BlackRock Inc., the world's largest asset manager, reported better-than-expected quarterly profits on Tuesday, showing resilience in what has been a punishing market for fund managers.

CEO Larry Fink nonetheless told Reuters his industry faces a "hostile" environment as investors migrate to products like index funds, which typically carry lower fees than actively managed funds.

Even as BlackRock absorbed $55.1 billion in cash in its core products, revenue fell 2.5 percent due to lower performance fees. A favorable tax rate and income from non-core investments helped the company beat analyst forecasts.

BlackRock has managed to stand above the fray because it owns iShares, the leading exchange-traded fund brand. Still, its transition from being primarily an active asset manager to a more passive one has not been without pain.

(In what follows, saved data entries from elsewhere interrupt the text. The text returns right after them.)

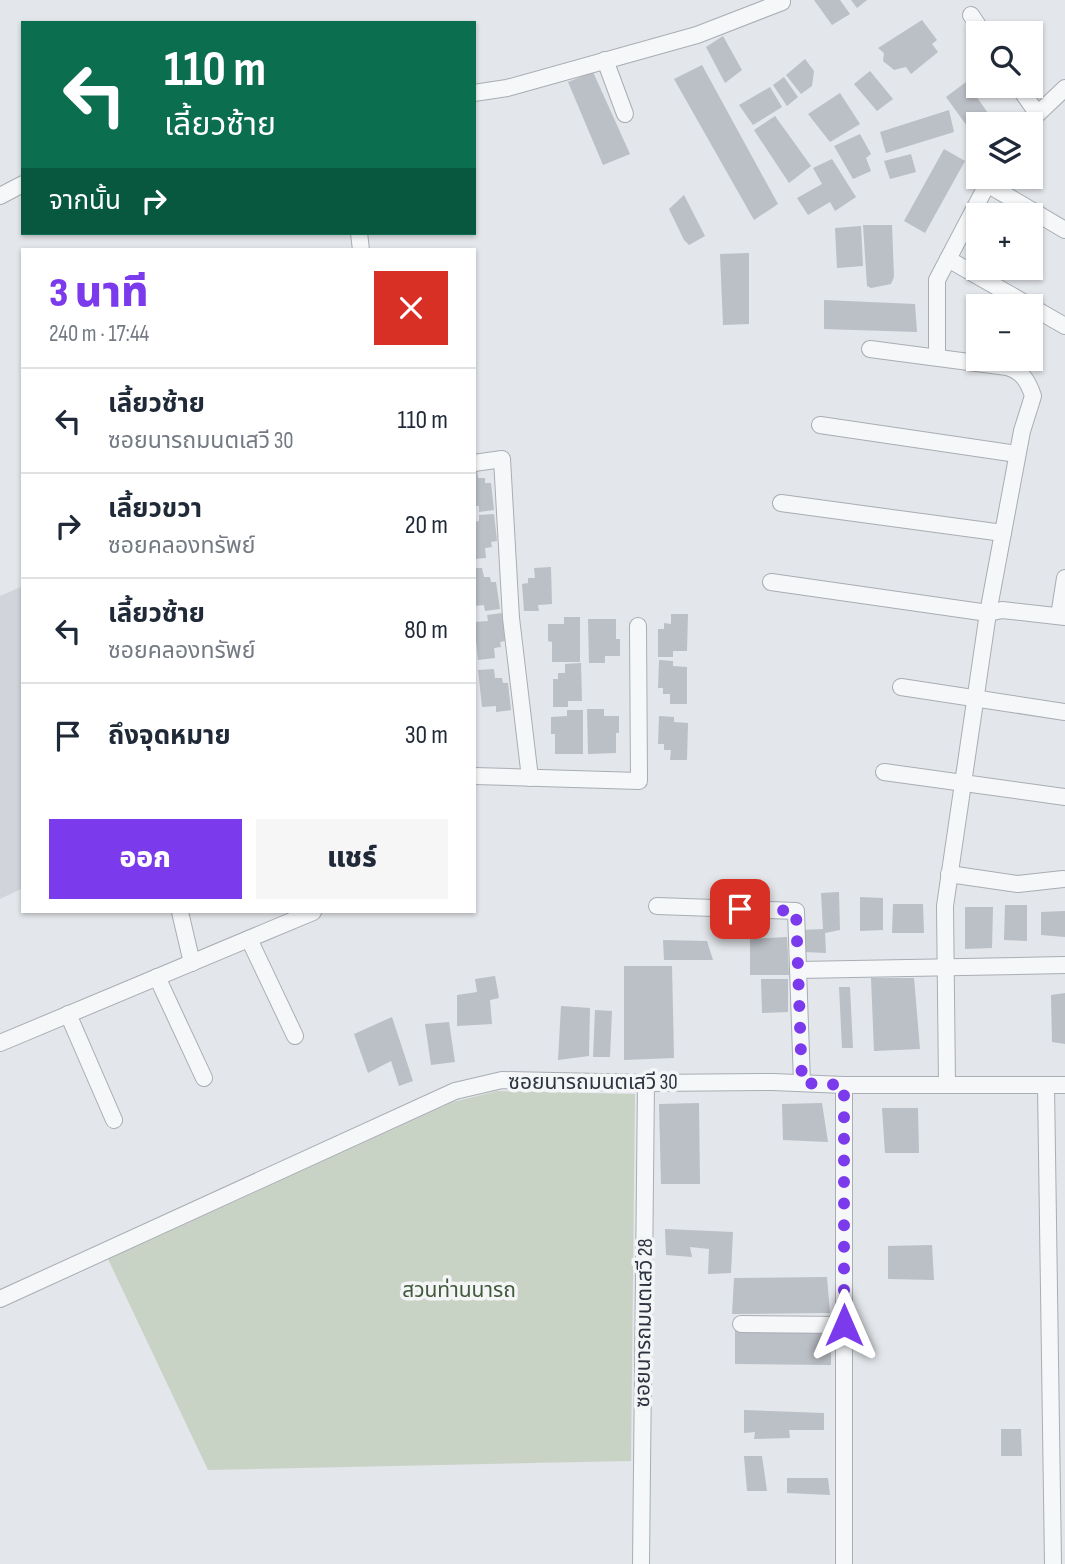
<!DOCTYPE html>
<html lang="th">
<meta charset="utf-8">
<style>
:root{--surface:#fff;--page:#f6f6f7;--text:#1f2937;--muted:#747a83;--line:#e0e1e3;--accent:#7c3aed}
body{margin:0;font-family:"Sofia Sans Condensed","Noto Sans Thai",sans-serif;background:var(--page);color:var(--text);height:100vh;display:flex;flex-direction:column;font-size:26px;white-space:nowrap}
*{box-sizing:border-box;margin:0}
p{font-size:23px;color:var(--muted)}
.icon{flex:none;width:38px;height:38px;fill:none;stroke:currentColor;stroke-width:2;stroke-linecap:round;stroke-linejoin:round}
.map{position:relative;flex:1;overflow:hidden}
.panel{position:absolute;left:21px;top:248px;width:455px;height:665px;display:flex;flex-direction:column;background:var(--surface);border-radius:0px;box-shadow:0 2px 5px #0004}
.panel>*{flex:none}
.banner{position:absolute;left:21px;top:21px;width:455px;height:214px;border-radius:0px;box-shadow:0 2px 5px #0004;background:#0b6e4f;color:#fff;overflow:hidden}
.fabs{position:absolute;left:966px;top:21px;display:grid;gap:14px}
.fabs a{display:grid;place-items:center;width:77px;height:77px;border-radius:0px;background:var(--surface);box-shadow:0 2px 5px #0004;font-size:35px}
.pin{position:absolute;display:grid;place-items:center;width:60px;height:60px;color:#fff;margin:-30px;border-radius:14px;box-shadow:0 4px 10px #0006}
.me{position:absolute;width:77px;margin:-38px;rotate:0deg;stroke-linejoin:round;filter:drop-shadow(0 0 5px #0008)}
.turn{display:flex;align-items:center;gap:24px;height:147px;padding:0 28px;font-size:32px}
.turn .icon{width:91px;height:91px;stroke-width:2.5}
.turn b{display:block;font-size:49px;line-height:60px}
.then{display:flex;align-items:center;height:66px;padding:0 28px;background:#0003;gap:14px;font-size:26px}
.round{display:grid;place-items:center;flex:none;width:74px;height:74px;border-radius:0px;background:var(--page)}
.headline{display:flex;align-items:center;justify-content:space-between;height:119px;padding:0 28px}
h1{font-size:42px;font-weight:800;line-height:52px;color:var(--accent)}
.action{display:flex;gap:14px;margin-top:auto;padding:14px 28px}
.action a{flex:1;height:80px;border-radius:0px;background:var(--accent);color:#fff;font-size:28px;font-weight:800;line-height:80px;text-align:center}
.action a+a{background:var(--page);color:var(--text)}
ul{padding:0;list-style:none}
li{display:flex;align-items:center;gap:21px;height:105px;padding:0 28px;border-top:2px solid var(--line)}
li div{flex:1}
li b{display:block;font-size:26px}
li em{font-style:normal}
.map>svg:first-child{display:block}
</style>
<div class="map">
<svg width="1065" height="1564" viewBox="0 0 1065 1564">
<rect width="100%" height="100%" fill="#e3e6ea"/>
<path fill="#d1d5db" d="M 23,586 L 23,888 L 0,899 L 0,596 Z"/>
<path fill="#c9d3c5" d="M 497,1091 L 635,1094 L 631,1461 L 208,1470 L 108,1259 L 453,1102 Z"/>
<g fill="#bbbfc6">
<path d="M 814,0 L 840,0 L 850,14 L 832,25 Z"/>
<path d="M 851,0 L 867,0 L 857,8 Z"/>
<path d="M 922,20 L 937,40 L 932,44 L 938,52 L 911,74 L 906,67 L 894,70 L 883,61 L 884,53 L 878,48 Z"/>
<path d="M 723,36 L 742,70 L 725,83 L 706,47 Z"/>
<path d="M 805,59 L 814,71 L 812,86 L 801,94 L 786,75 Z"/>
<path d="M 702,65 L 778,204 L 754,220 L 674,79 Z"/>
<path d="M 870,71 L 893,99 L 877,111 L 854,84 Z"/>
<path d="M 593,72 L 630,154 L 603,165 L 568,82 Z"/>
<path d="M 784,77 L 798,97 L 787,106 L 773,85 Z"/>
<path d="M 966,82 L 988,113 L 967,126 L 946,97 Z"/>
<path d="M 770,87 L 782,107 L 753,125 L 739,105 Z"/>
<path d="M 840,93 L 860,124 L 830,142 L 808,114 Z"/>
<path d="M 949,110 L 954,132 L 886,153 L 880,132 Z"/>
<path d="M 775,116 L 811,166 L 789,183 L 754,130 Z"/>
<path d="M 860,134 L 871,154 L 866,158 L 871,171 L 853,179 L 834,146 Z"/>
<path d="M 944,149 L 965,161 L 925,233 L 904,221 Z"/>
<path d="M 911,154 L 916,172 L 890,179 L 884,161 Z"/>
<path d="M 832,159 L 856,197 L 835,211 L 830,202 L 808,215 L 797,198 L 822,184 L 813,168 Z"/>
<path d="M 684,195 L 705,236 L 689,245 L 684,240 L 669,209 Z"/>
<path d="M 863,225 L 892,225 L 894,277 L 891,284 L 871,288 L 867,286 Z"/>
<path d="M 861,226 L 863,266 L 837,268 L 835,228 Z"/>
<path d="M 749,253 L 749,324 L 723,325 L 720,254 Z"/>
<path d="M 824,300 L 915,304 L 917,332 L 824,329 Z"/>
<path d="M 474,469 L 477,469 L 478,478 L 485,478 L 485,483 L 491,483 L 494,510 L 479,512 L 479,506 L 474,506 Z"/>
<path d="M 494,514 L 497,541 L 491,542 L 492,547 L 485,548 L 486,558 L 474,559 L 474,522 L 479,521 L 479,515 Z"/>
<path d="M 551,567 L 552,604 L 538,605 L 539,611 L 524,611 L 522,584 L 528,583 L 528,578 L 535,578 L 534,568 Z"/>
<path d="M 474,568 L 482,568 L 484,577 L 490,577 L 491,582 L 496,582 L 500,609 L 485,611 L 484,605 L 474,606 Z"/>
<path d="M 502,613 L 505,641 L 500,642 L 501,647 L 494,648 L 495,658 L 478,660 L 474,622 L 488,621 L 487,615 Z"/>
<path d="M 671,614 L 688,614 L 687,651 L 673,651 L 673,657 L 658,657 L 658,629 L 664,629 L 664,623 L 671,624 Z"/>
<path d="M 564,617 L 580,617 L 580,662 L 552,662 L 552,642 L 548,641 L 548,624 L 564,624 Z"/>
<path d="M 588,619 L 616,619 L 616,639 L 620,639 L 620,656 L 605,656 L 605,663 L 589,663 Z"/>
<path d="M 659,660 L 673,661 L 673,666 L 687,667 L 687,704 L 670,704 L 670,694 L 663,694 L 663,688 L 658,688 Z"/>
<path d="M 581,663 L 582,701 L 568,701 L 568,707 L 553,707 L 553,679 L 558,679 L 558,673 L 565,673 L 565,664 Z"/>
<path d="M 494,669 L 495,678 L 502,678 L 503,683 L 508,683 L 511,710 L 496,712 L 496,706 L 482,707 L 478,670 Z"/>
<path d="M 587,709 L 604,709 L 604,716 L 619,716 L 619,733 L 616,733 L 616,753 L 588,754 Z"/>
<path d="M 567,710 L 583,710 L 583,754 L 555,754 L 555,734 L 551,734 L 551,717 L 567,716 Z"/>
<path d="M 659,716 L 674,717 L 674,722 L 688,723 L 687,760 L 670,760 L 671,750 L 664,750 L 664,744 L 658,744 Z"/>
<path d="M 839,892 L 840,930 L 825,933 L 826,953 L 803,952 L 802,930 L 823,929 L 821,893 Z"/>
<path d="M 860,897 L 883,898 L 883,930 L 860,931 Z"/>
<path d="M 893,904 L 923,904 L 924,933 L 892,933 Z"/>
<path d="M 1005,905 L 1027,905 L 1027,941 L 1004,940 Z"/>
<path d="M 965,907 L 993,907 L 992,948 L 965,949 Z"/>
<path d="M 1065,911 L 1065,937 L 1041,935 L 1041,912 Z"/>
<path d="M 787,937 L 789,975 L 750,975 L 750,939 Z"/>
<path d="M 663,940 L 707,941 L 713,960 L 664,960 Z"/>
<path d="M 624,966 L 672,966 L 674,1058 L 624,1060 Z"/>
<path d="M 495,976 L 499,998 L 490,1000 L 492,1024 L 457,1026 L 457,995 L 477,992 L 475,979 Z"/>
<path d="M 871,978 L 914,978 L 920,1049 L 874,1051 Z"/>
<path d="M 761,979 L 788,979 L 788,1012 L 762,1013 Z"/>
<path d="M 839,987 L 850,987 L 853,1048 L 842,1048 Z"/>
<path d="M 1065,993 L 1065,1044 L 1052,1042 L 1051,995 Z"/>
<path d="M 561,1006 L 590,1008 L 589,1056 L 558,1060 Z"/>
<path d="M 595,1010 L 612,1011 L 610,1057 L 593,1057 Z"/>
<path d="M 392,1017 L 413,1081 L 399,1086 L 391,1061 L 368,1073 L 354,1034 Z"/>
<path d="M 449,1022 L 455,1062 L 431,1065 L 425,1024 Z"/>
<path d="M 699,1103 L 700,1184 L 661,1184 L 659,1104 Z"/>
<path d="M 822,1103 L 828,1142 L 783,1140 L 782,1104 Z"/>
<path d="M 882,1108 L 918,1108 L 919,1153 L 885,1153 Z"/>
<path d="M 665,1229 L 733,1232 L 731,1273 L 708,1274 L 709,1249 L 690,1247 L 692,1257 L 666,1255 Z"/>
<path d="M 932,1245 L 934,1280 L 888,1279 L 888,1246 Z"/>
<path d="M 827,1277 L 830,1313 L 732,1314 L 734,1278 Z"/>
<path d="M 735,1329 L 831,1334 L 831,1365 L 735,1364 Z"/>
<path d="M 744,1410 L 824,1413 L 824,1430 L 789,1430 L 790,1438 L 754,1439 L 755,1432 L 744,1433 Z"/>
<path d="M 1001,1429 L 1021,1429 L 1022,1456 L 1001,1456 Z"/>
<path d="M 744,1456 L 762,1456 L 767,1491 L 747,1491 Z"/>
<path d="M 787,1478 L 828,1478 L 830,1495 L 787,1493 Z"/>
</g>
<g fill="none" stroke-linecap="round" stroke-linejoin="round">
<defs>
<g id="minor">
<path d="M 971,15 L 983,33"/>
<path d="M 605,60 L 625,114"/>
<path d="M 1018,86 L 1037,113"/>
<path d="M 474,93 L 507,88 L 697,35 L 782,2 L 781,0"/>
<path d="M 1027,124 L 1065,88"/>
<path d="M 987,184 L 1065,230"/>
<path d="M 0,196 L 23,184"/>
<path d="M 359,233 L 361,250"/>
<path d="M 948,259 L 1065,326"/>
<path d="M 870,349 L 1007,367 C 1022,371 1028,381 1033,396 L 1022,431 L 988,613 L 945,906 L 947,1084"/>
<path d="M 937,357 L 937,280 L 991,177"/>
<path d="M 820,425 L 1017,454"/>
<path d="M 474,463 L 502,459 L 511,618 L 530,778"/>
<path d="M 781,503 L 1003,533"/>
<path d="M 771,582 L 988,613 L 1002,610 L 1065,617"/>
<path d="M 1059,616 L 1065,578"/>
<path d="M 901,687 L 1065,712"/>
<path d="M 884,772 L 1065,797"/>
<path d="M 474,776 L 639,781 L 638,626"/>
<path d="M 949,874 L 1018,884 L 1063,879"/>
<path d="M 657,906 L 796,911 L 802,1083"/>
<path d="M 180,912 L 192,963"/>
<path d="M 249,939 L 295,1036"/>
<path d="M 798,970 L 1065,965"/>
<path d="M 157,977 L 204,1078"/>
<path d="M 68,1014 L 114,1120"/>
<path d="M 0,1043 L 313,912"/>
<path d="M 844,1085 L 844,1564"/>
<path d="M 1046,1085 L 1053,1564"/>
<path d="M 0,1299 L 455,1091 L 502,1080 L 646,1083 L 773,1082 L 844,1085 L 1065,1085"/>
<path d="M 741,1324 L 844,1325"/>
<path d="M 641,1564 L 646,1083"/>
</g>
</defs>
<use href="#minor" stroke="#a9adb4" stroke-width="18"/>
<use href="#minor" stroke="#f5f7f8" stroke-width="16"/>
</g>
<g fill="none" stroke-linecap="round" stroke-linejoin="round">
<path stroke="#7c3aed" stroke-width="12" stroke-dasharray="0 21.6" d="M 740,909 L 796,911 L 802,1083 L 844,1085 L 844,1325"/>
</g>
<g text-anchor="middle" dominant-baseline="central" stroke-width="7" stroke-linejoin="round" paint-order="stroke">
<g font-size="21" fill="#2d3440" stroke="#f3f5f7">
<text x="593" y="1082">ซอยนารถมนตเสวี 30</text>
<text transform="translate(644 1323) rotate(-89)">ซอยนารถมนตเสวี 28</text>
</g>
<g font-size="21" fill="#425a3b" stroke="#f3f5f7">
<text x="459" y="1290">สวนท่านนารถ</text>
</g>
</g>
</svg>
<div class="fabs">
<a><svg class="icon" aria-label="search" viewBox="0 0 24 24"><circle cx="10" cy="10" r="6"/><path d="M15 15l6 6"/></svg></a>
<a><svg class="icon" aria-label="layers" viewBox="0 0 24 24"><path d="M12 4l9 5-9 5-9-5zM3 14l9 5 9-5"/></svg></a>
<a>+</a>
<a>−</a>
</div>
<div class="pin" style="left:740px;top:909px;background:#d93025"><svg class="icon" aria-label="arrive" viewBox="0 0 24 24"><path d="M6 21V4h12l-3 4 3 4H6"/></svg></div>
<svg class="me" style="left:844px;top:1325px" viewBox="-20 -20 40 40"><path d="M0-17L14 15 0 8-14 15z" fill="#7c3aed" stroke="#fff" stroke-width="4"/></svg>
<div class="banner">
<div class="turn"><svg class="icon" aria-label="left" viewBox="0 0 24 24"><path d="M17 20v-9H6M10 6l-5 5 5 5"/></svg><div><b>110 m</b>เลี้ยวซ้าย</div></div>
<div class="then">จากนั้น<svg class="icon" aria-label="right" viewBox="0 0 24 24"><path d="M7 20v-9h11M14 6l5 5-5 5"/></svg></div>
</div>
<section class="panel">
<div class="headline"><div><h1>3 นาที</h1><p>240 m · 17:44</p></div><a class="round" style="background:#d93025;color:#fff"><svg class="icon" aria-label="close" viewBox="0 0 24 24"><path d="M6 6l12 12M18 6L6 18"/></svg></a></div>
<ul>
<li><svg class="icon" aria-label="left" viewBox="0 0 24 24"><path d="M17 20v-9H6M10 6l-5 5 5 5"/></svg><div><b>เลี้ยวซ้าย</b><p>ซอยนารถมนตเสวี 30</p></div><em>110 m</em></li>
<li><svg class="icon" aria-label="right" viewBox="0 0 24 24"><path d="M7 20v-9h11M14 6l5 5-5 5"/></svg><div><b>เลี้ยวขวา</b><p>ซอยคลองทรัพย์</p></div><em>20 m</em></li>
<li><svg class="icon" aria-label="left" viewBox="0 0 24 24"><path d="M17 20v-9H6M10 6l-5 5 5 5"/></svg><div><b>เลี้ยวซ้าย</b><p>ซอยคลองทรัพย์</p></div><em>80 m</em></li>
<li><svg class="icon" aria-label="arrive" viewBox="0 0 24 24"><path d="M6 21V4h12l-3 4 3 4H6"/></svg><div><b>ถึงจุดหมาย</b></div><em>30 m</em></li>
</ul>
<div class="action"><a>ออก</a><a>แชร์</a></div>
</section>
</div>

"Even in these hostile headwinds that we see as an industry, I think we will benefit over the long run," Fink said in an interview.

Most recognizable ETFs charge low fees and aim to track the market rather than beat it.
BlackRock sliced fees on some ETFs further during the latest quarter to draw in new business. Investors are expected to leave funds that pay brokers sales commissions due to an upcoming U.S. Labor Department rule, and BlackRock has said its ETFs can benefit.

Overall, the company's net income rose 3.8 percent to $875 million, or $5.26 per share, in the third quarter from $843 million, or $5.00 per share, a year earlier.

After adjustments to strip out some compensation, distribution and tax costs, BlackRock said it earned $5.14 per share, beating the average analyst estimate of $5.00, according to Thomson Reuters I/B/E/S.

At Sept. 30, the bond and index fund manager had $5.1 trillion in assets under management.

BlackRock's iShares ETF business took in $51 billion in new money - more than double its inflows a year ago. It accounted for 93 percent of the cash the company took into its long-term funds, a grouping that excludes short-term cash accounts.